Over the next 30 years, immigrants will pay more in taxes than they will consume in benefits, a new study from the Cato Institute found. This net positive flow in tax contributions shows that immigrants will continue to play an outsized role in supporting public services like schools and safety net programs such as nutrition assistance programs and social security.  

Analysis of the 2021 American Community Survey shows that immigrant-led households paid $524.7 billion in total taxes in 2021, a slight increase since 2019. This includes $346.3 billion in federal income taxes, and $178.4 billion in state and local taxes. These tax contributions made up 15.9% of total tax revenues governments received from U.S. residents in 2021, yet immigrants make up just 13.6% of U.S. households. 

According to a recent Cato Institute white paper, over the next 30 years, immigrants will pay more in taxes than they will consume in benefits. Cato’s paper provides some valuable ideas for estimating the economic contributions of U.S. residents. Their methodology builds off a model created by the National Academy of Sciences (NAS) for their 2017 report The Economic and Fiscal Consequences of Immigration, which provides a framework for policymakers to understand the economic impacts of immigration.  Importantly, Cato’s paper also notes that second generation immigrants tend to have a higher level of education than their parents. 

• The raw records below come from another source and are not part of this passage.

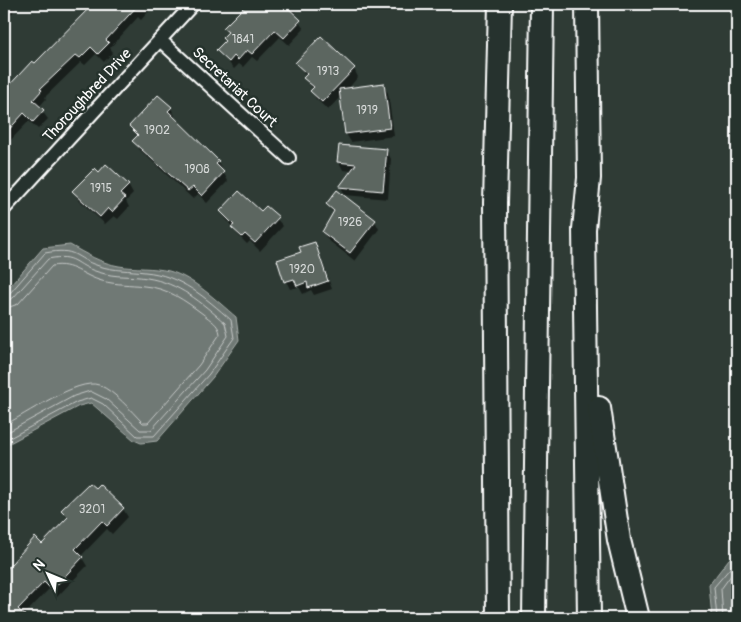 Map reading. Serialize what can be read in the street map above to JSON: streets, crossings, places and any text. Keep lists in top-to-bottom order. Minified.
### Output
{"streets":{"street":["Secretariat Court","Thoroughbred Drive"]},"crossings":[["Secretariat Court","Thoroughbred Drive"]],"house_numbers":["1841","1913","1919","1902","1908","1915","1926","1920","3201"],"north":"top left"} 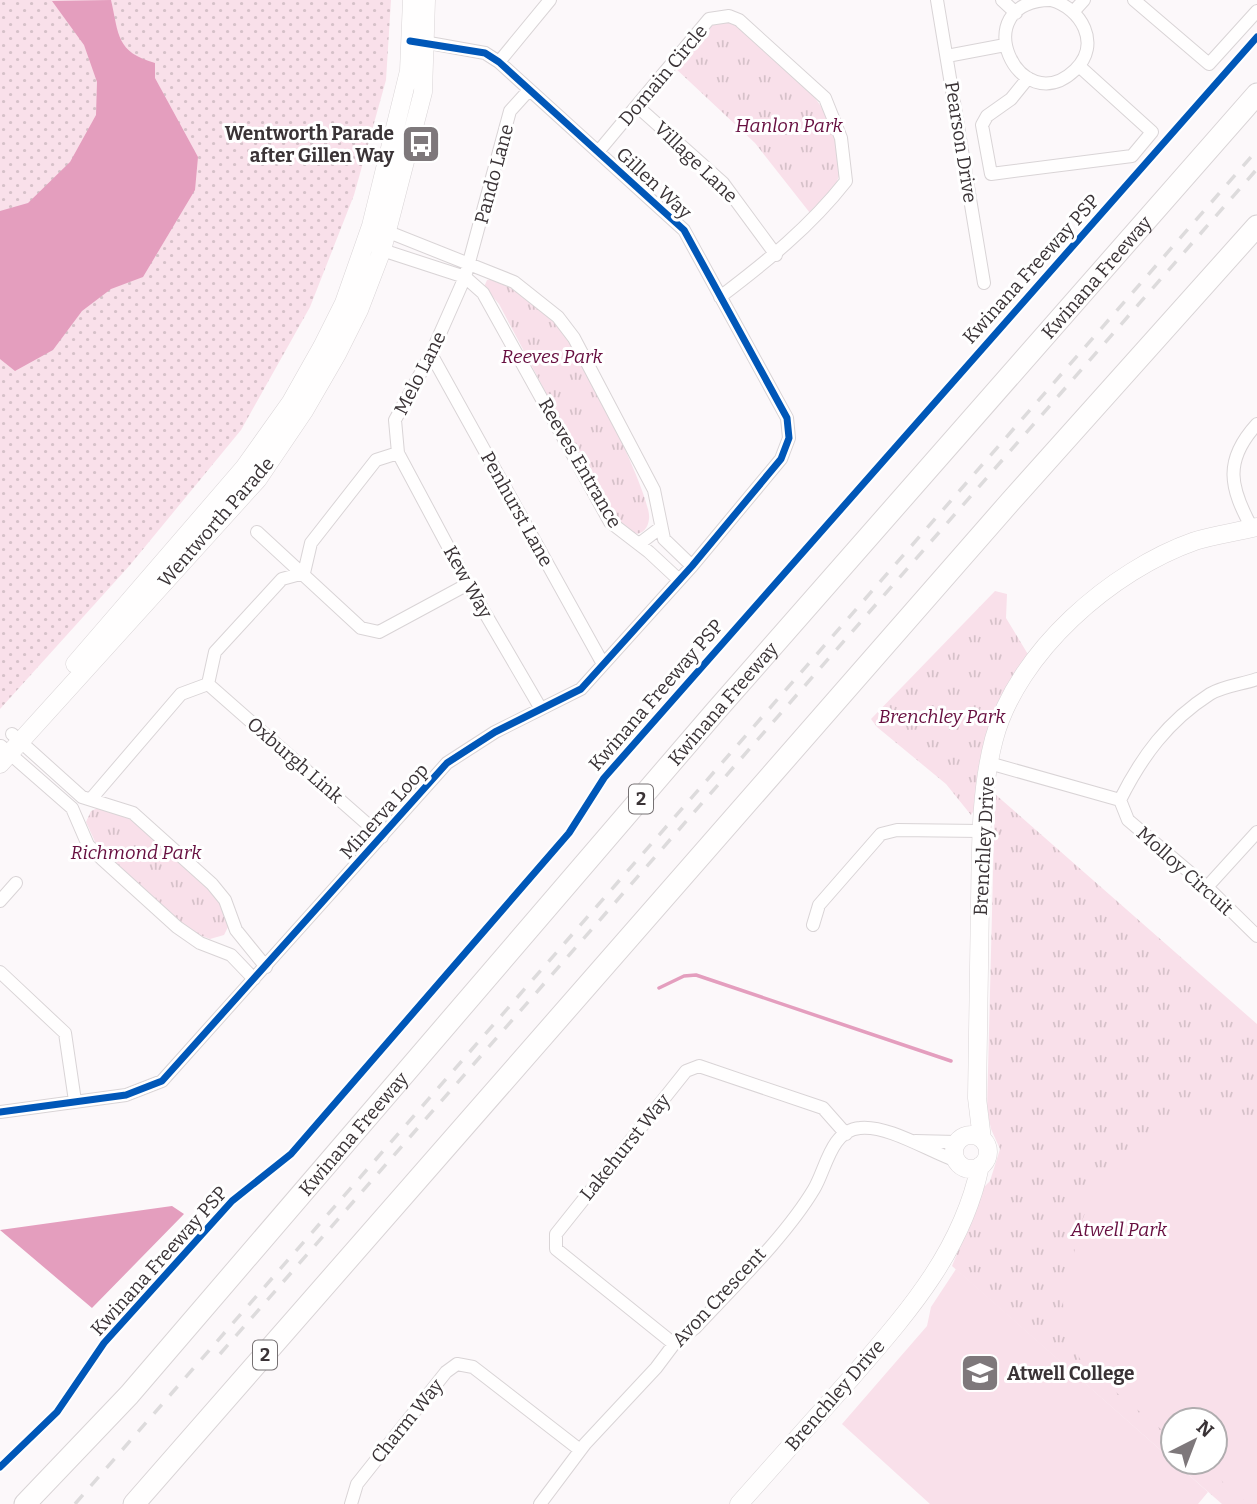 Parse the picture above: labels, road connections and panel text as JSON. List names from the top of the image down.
{
  "streets": {
    "highway": ["Kwinana Freeway", "2"],
    "street": [
      "Domain Circle",
      "Pearson Drive",
      "Village Lane",
      "Pando Lane",
      "Gillen Way",
      "Melo Lane",
      "Reeves Entrance",
      "Penhurst Lane",
      "Wentworth Parade",
      "Kew Way",
      "Oxburgh Link",
      "Minerva Loop",
      "Brenchley Drive",
      "Molloy Circuit",
      "Lakehurst Way",
      "Avon Crescent",
      "Charm Way"
    ],
    "cycle path": ["Kwinana Freeway PSP"]
  },
  "crossings": [
    ["Domain Circle", "Village Lane"],
    ["Domain Circle", "Gillen Way"],
    ["Pando Lane", "Gillen Way"],
    ["Pando Lane", "Melo Lane"],
    ["Pando Lane", "Reeves Entrance"],
    ["Gillen Way", "Wentworth Parade"],
    ["Gillen Way", "Minerva Loop"],
    ["Melo Lane", "Reeves Entrance"],
    ["Melo Lane", "Penhurst Lane"],
    ["Melo Lane", "Kew Way"],
    ["Reeves Entrance", "Wentworth Parade"],
    ["Reeves Entrance", "Minerva Loop"],
    ["Penhurst Lane", "Minerva Loop"],
    ["Kew Way", "Minerva Loop"],
    ["Oxburgh Link", "Minerva Loop"],
    ["Lakehurst Way", "Avon Crescent"],
    ["Avon Crescent", "Charm Way"]
  ],
  "parks": [
    "Hanlon Park",
    "Reeves Park",
    "Brenchley Park",
    "Richmond Park",
    "Atwell Park"
  ],
  "places": {
    "bus stop": ["Wentworth Parade after Gillen Way"],
    "school or university": ["Atwell College"]
  },
  "north": "top right"
} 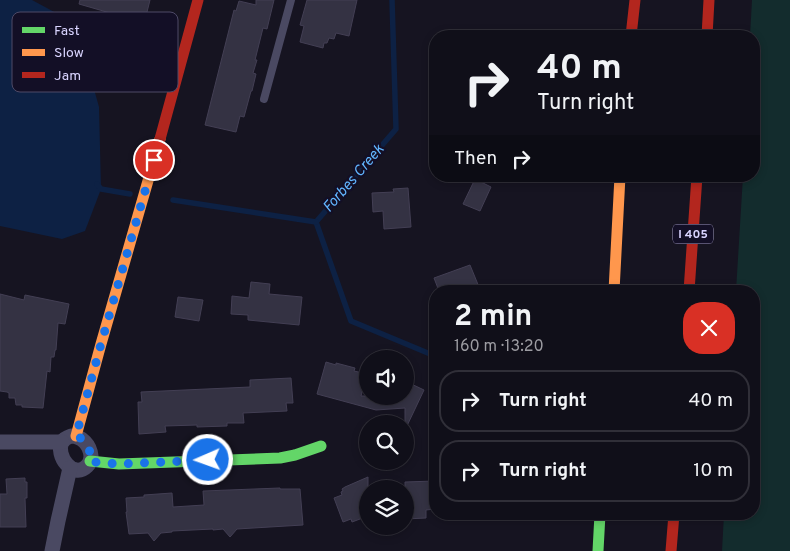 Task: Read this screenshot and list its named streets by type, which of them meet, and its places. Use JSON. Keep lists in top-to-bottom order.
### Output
{
  "streets": {
    "main road": ["I 405"]
  },
  "water": ["Forbes Creek"],
  "legend": ["Fast", "Slow", "Jam"],
  "page": {
    "turn": ["40 m", "Turn right"],
    "then": "Then",
    "heading": ["2 min", "160 m · 13:20"],
    "list": [
      {
        "name": "Turn right",
        "value": "40 m"
      },
      {
        "name": "Turn right",
        "value": "10 m"
      }
    ]
  }
} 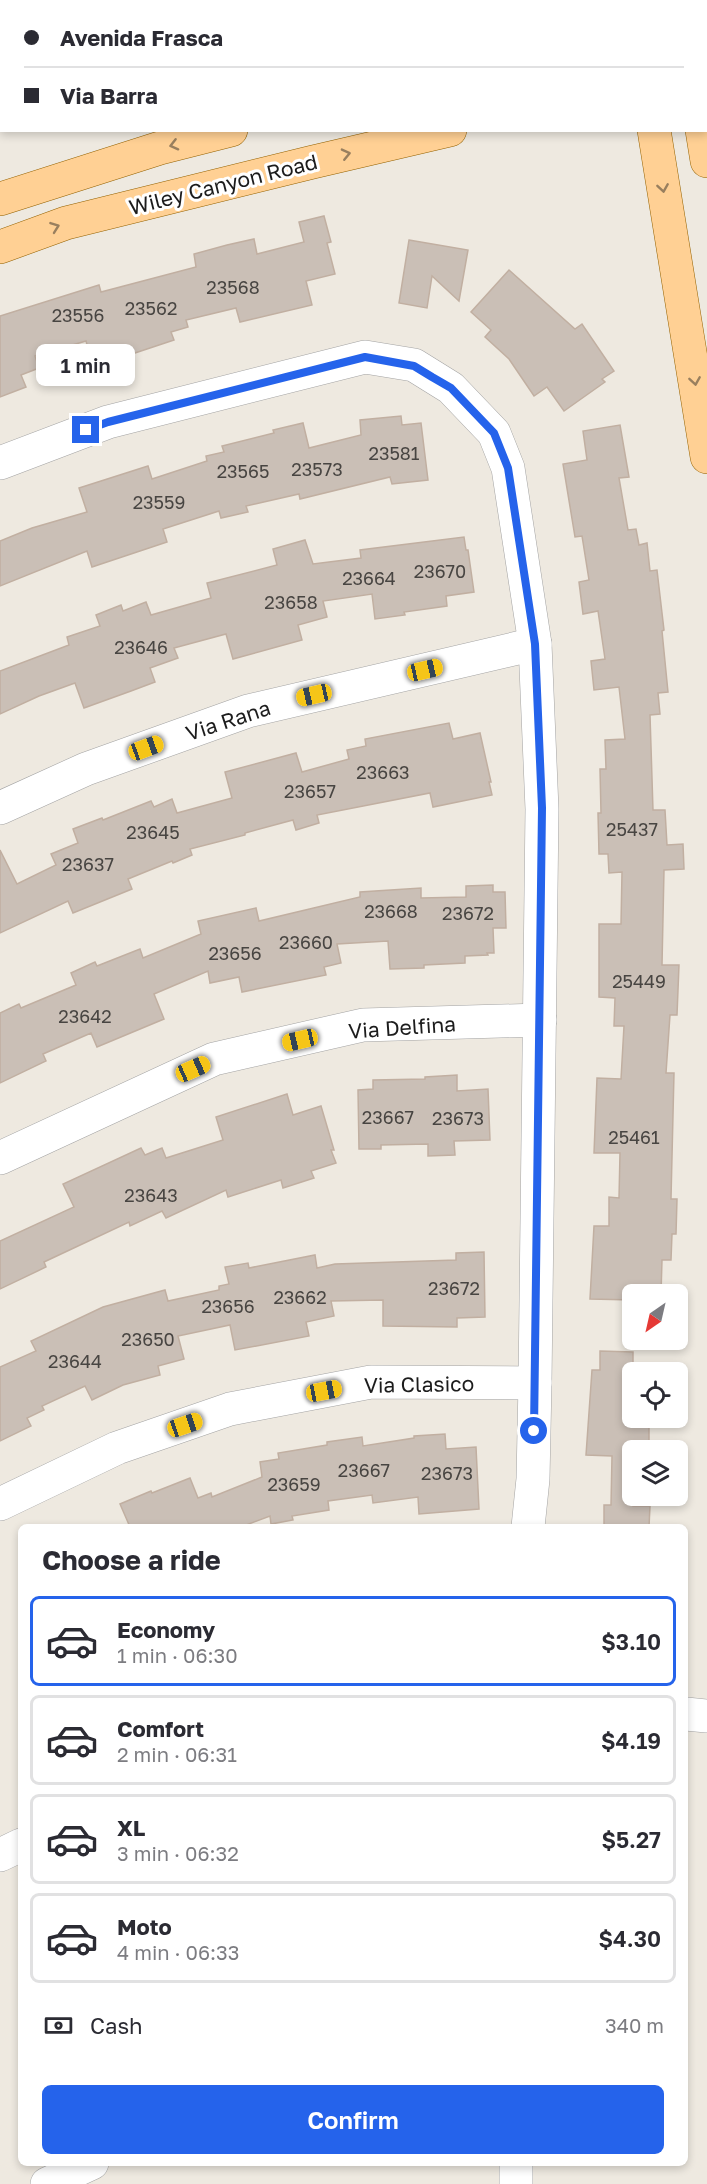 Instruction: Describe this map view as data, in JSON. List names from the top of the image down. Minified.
{"streets":{"main road":["Wiley Canyon Road"],"street":["Via Rana","Via Delfina","Via Clasico"]},"house_numbers":["23568","23562","23556","23581","23573","23565","23559","23670","23664","23658","23646","23663","23657","25437","23645","23637","23668","23672","23660","23656","25449","23642","23667","23673","25461","23643","23672","23662","23656","23650","23644","23667","23673","23659"],"north":"bottom left","page":{"banner":["Avenida Frasca","Via Barra"],"bubble":"1 min","heading":"Choose a ride","list":[{"name":"Economy","note":"1 min · 06:30","value":"$3.10"},{"name":"Comfort","note":"2 min · 06:31","value":"$4.19"},{"name":"XL","note":"3 min · 06:32","value":"$5.27"},{"name":"Moto","note":"4 min · 06:33","value":"$4.30"}],"pay":["Cash","340 m"],"buttons":"Confirm"}} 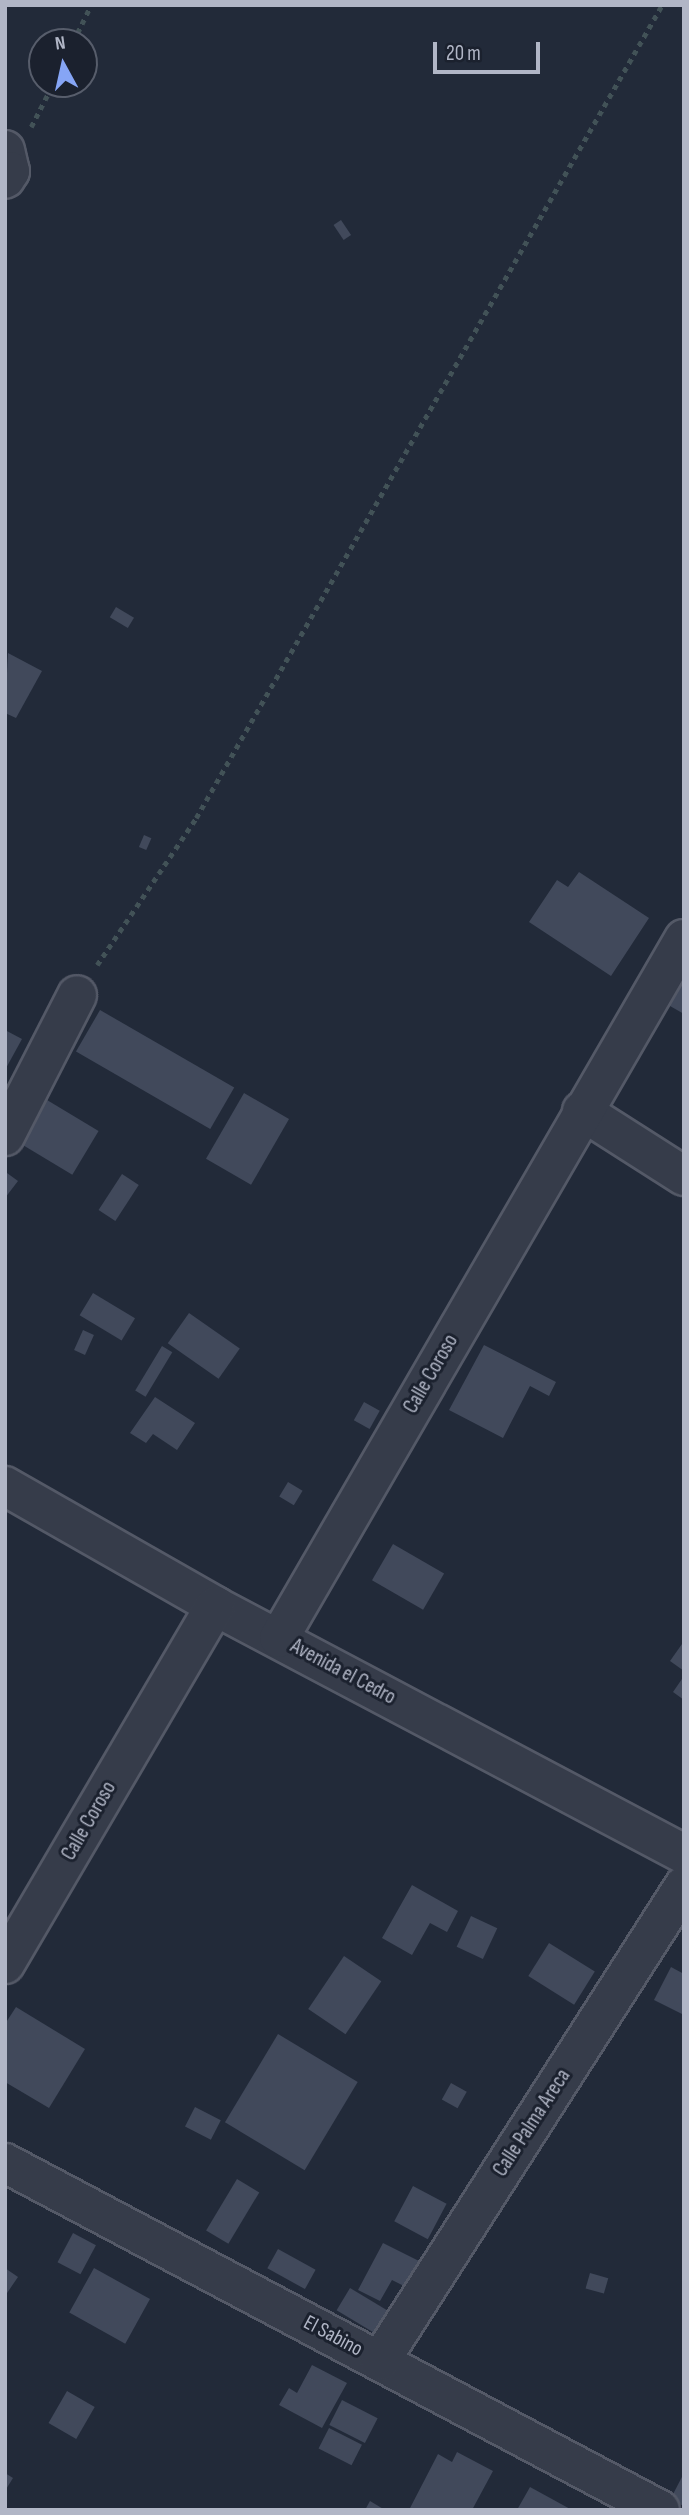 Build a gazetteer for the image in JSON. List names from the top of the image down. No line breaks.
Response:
{"streets":{"street":["Calle Coroso","Avenida el Cedro","Calle Palma Areca","El Sabino"]},"crossings":[["Calle Coroso","Avenida el Cedro"],["Calle Palma Areca","El Sabino"]],"scale_bar":"20 m","north":"top"}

The results of the Cato model indicate that the taxes paid (and earnings received), as well as benefits consumed by individual immigrants is highly dependent on the age of arrival and education. According to their estimates an individual with less than a high-school education who comes to the United States at age 25 will have a positive fiscal impact of $216,000 when not including their descendants, or $57,000 when including their descendants. On the other hand, a U.S.-born resident with less than a high-school education will have a net fiscal cost of $32,000, and when including their descendants, this increases to a fiscal cost of $177,000.  

Age (immigrants are more likely to be of working age than U.S.-born residents), increasing levels of education among recent arrivals, and lower use of government benefits are the three main drivers of immigrants’ positive fiscal impact. 

While some rhetoric portrays immigrants quite differently, it is clear that immigrants are net contributors to these programs and the tax base at large, helping keep safety net programs accessible to those who need them. A recent report from the Social Security Board of Trustees found that the combined Old-Age, Survivors, and Disability Insurance (OASDI) Trust Funds are projected to become depleted by 2034. Because immigrants are more likely to be of working age, they are more likely to be key contributors to these programs in the coming years. In 2021, immigrants provided $177.0 billion to Social Security through tax contributions. 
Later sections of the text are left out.